REQUIRED ACTION —
Copy out, word for word, the lines from the start of the data below through the line containing "position:absolute; left:2174px; top:16px;", and no others.

DATA EXCERPTS —
______________________________

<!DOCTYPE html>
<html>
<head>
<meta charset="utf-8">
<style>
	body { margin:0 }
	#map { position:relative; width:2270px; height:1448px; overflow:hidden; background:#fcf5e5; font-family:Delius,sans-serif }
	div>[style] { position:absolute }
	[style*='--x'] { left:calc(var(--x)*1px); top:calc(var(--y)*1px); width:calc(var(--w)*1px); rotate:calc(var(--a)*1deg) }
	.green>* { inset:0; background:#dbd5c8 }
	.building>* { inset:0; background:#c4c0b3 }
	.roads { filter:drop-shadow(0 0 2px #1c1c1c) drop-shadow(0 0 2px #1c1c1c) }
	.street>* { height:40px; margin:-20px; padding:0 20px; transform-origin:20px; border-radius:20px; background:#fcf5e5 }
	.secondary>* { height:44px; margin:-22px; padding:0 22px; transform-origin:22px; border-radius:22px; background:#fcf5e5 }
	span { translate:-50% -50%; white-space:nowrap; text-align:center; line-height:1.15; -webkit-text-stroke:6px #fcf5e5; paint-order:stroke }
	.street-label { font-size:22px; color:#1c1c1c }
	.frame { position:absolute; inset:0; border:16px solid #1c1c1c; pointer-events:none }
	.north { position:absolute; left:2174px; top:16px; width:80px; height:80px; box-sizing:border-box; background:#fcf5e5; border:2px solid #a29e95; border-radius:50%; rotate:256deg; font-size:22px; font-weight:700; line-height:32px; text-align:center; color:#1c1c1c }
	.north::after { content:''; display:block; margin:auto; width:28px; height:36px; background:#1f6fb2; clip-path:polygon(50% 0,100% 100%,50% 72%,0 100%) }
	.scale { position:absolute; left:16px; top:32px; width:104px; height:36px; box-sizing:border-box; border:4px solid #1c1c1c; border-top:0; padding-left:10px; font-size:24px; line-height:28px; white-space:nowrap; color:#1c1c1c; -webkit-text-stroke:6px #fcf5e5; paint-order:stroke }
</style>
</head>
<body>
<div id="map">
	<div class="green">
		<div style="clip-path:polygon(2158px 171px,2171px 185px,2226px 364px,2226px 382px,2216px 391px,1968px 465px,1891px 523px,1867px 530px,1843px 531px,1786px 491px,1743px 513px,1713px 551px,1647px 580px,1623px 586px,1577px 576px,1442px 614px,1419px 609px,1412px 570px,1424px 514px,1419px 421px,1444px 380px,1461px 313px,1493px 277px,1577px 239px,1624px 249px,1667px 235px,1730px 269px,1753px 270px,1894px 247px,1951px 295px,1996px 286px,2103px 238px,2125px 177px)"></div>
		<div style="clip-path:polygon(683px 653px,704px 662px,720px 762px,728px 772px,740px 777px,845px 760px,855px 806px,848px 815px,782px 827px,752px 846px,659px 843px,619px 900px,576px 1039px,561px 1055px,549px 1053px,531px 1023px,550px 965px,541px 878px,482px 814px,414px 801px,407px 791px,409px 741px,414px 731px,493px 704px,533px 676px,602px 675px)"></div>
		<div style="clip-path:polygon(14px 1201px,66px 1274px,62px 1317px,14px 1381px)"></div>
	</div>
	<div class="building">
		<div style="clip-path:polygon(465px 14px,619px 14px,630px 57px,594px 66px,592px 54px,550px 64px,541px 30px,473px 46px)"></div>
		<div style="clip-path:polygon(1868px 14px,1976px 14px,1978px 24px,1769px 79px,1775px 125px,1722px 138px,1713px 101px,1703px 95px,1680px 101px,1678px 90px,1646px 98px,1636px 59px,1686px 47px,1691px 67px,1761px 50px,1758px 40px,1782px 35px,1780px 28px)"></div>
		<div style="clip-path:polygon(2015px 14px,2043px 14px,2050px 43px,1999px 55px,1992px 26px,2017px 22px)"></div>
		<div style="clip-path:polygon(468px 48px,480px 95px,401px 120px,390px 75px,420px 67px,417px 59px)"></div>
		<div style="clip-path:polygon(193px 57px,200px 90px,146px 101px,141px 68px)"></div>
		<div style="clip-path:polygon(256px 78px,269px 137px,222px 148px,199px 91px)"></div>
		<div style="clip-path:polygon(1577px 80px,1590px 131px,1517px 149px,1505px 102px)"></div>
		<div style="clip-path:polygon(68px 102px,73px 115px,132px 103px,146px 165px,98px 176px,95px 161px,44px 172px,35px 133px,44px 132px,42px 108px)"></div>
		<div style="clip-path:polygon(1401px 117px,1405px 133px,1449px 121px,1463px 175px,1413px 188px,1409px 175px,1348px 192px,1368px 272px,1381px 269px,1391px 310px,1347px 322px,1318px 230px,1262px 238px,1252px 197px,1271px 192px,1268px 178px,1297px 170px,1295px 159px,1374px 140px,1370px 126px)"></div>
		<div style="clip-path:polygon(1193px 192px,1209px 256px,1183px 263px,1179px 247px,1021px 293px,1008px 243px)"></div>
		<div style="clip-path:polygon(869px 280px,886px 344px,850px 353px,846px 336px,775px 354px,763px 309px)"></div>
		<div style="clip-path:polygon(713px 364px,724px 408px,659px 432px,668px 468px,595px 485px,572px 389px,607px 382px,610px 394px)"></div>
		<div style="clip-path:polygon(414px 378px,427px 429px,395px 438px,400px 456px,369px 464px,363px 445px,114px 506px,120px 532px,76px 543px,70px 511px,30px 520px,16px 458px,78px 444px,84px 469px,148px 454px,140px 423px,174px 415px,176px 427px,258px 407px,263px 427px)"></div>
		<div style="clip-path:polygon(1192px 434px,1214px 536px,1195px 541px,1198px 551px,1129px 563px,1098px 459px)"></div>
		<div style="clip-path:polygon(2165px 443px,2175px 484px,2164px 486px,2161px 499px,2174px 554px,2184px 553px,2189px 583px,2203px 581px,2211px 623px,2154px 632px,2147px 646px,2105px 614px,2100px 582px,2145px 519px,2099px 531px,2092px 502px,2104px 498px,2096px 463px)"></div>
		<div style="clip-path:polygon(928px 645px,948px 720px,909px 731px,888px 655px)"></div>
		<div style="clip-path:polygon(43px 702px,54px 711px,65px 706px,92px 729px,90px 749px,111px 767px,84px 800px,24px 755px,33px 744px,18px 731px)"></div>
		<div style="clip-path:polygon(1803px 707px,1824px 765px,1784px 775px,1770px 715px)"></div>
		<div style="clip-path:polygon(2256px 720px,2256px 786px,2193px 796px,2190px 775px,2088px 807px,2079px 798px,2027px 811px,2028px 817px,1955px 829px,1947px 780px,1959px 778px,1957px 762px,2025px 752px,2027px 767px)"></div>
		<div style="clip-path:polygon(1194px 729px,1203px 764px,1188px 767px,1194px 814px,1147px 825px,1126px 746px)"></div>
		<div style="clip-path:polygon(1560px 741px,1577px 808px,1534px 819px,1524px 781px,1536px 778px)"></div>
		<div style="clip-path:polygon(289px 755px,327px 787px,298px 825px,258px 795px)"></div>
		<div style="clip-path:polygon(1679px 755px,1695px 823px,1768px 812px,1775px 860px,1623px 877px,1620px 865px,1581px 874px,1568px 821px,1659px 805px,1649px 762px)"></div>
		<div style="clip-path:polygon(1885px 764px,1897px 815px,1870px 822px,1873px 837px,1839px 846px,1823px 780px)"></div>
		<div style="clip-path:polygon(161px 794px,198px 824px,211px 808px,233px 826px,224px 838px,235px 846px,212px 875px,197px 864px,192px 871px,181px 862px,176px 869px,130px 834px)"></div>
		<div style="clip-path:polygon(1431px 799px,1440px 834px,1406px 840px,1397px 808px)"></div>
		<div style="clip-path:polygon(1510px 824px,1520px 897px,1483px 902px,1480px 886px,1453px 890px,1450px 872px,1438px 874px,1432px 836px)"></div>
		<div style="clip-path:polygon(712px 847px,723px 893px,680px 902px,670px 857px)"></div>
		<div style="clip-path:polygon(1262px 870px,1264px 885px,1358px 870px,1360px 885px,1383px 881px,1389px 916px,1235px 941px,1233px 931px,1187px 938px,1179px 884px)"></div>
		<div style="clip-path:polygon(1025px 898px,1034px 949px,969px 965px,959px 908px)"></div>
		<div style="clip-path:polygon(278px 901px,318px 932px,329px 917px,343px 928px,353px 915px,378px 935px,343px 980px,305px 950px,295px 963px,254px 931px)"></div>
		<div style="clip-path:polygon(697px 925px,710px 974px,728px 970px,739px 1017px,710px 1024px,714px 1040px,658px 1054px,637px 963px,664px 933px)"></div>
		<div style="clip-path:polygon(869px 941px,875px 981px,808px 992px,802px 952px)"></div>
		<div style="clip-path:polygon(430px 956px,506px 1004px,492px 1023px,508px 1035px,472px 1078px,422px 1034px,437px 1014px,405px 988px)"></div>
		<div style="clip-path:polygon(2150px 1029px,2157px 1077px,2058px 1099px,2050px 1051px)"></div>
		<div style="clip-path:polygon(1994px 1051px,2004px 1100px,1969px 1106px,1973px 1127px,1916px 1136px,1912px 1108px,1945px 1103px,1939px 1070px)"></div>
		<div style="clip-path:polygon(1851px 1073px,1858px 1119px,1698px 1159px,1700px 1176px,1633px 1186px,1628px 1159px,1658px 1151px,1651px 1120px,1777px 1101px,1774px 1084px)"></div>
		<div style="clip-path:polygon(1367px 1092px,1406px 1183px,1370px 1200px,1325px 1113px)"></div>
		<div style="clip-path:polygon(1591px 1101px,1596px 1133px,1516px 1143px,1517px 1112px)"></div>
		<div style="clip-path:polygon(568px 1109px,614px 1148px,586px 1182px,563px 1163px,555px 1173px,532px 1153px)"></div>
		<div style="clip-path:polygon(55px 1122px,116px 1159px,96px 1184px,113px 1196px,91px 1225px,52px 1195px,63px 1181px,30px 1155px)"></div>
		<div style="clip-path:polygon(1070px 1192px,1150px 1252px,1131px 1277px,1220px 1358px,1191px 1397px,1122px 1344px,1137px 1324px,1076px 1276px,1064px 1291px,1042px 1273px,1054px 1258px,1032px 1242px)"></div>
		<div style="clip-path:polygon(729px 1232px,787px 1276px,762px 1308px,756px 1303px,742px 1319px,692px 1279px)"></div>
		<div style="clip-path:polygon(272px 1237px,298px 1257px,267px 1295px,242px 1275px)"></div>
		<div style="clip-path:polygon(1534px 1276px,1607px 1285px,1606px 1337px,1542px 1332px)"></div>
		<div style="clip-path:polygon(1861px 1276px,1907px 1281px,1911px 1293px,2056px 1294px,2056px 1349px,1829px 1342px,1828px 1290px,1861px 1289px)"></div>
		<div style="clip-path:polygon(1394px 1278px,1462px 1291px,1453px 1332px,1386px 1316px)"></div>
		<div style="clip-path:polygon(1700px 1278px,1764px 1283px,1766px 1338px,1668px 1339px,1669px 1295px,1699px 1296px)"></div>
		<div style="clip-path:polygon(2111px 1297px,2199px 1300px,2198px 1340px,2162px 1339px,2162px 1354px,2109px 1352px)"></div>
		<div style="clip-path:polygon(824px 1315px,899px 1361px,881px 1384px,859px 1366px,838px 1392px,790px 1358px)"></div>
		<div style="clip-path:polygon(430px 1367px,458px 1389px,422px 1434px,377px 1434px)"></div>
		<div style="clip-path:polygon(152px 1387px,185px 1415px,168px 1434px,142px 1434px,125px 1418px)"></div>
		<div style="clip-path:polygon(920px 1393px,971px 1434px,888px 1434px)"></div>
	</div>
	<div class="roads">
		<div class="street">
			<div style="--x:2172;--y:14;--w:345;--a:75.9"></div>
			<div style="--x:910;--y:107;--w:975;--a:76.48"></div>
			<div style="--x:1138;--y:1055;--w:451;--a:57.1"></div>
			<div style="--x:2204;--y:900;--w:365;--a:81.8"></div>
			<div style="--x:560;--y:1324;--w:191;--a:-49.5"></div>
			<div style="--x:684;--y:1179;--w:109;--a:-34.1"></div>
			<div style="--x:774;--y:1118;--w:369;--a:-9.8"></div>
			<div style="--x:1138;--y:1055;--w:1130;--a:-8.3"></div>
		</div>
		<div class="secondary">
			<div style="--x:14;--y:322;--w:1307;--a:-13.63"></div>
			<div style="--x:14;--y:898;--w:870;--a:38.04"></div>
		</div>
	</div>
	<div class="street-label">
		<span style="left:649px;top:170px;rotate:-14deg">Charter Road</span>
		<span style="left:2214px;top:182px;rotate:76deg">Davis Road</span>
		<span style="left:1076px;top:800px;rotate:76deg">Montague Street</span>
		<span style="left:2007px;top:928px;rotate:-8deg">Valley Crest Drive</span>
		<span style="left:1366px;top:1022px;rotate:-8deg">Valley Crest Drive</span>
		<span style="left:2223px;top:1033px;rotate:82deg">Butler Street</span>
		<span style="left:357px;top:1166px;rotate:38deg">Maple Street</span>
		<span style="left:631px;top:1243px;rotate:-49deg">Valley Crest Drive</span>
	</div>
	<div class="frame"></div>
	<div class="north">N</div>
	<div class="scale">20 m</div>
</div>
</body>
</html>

______________________________

EXERCISE OUTPUT —
<!DOCTYPE html>
<html>
<head>
<meta charset="utf-8">
<style>
	body { margin:0 }
	#map { position:relative; width:2270px; height:1448px; overflow:hidden; background:#fcf5e5; font-family:Delius,sans-serif }
	div>[style] { position:absolute }
	[style*='--x'] { left:calc(var(--x)*1px); top:calc(var(--y)*1px); width:calc(var(--w)*1px); rotate:calc(var(--a)*1deg) }
	.green>* { inset:0; background:#dbd5c8 }
	.building>* { inset:0; background:#c4c0b3 }
	.roads { filter:drop-shadow(0 0 2px #1c1c1c) drop-shadow(0 0 2px #1c1c1c) }
	.street>* { height:40px; margin:-20px; padding:0 20px; transform-origin:20px; border-radius:20px; background:#fcf5e5 }
	.secondary>* { height:44px; margin:-22px; padding:0 22px; transform-origin:22px; border-radius:22px; background:#fcf5e5 }
	span { translate:-50% -50%; white-space:nowrap; text-align:center; line-height:1.15; -webkit-text-stroke:6px #fcf5e5; paint-order:stroke }
	.street-label { font-size:22px; color:#1c1c1c }
	.frame { position:absolute; inset:0; border:16px solid #1c1c1c; pointer-events:none }
	.north { position:absolute; left:2174px; top:16px; width:80px; height:80px; box-sizing:border-box; background:#fcf5e5; border:2px solid #a29e95; border-radius:50%; rotate:256deg; font-size:22px; font-weight:700; line-height:32px; text-align:center; color:#1c1c1c }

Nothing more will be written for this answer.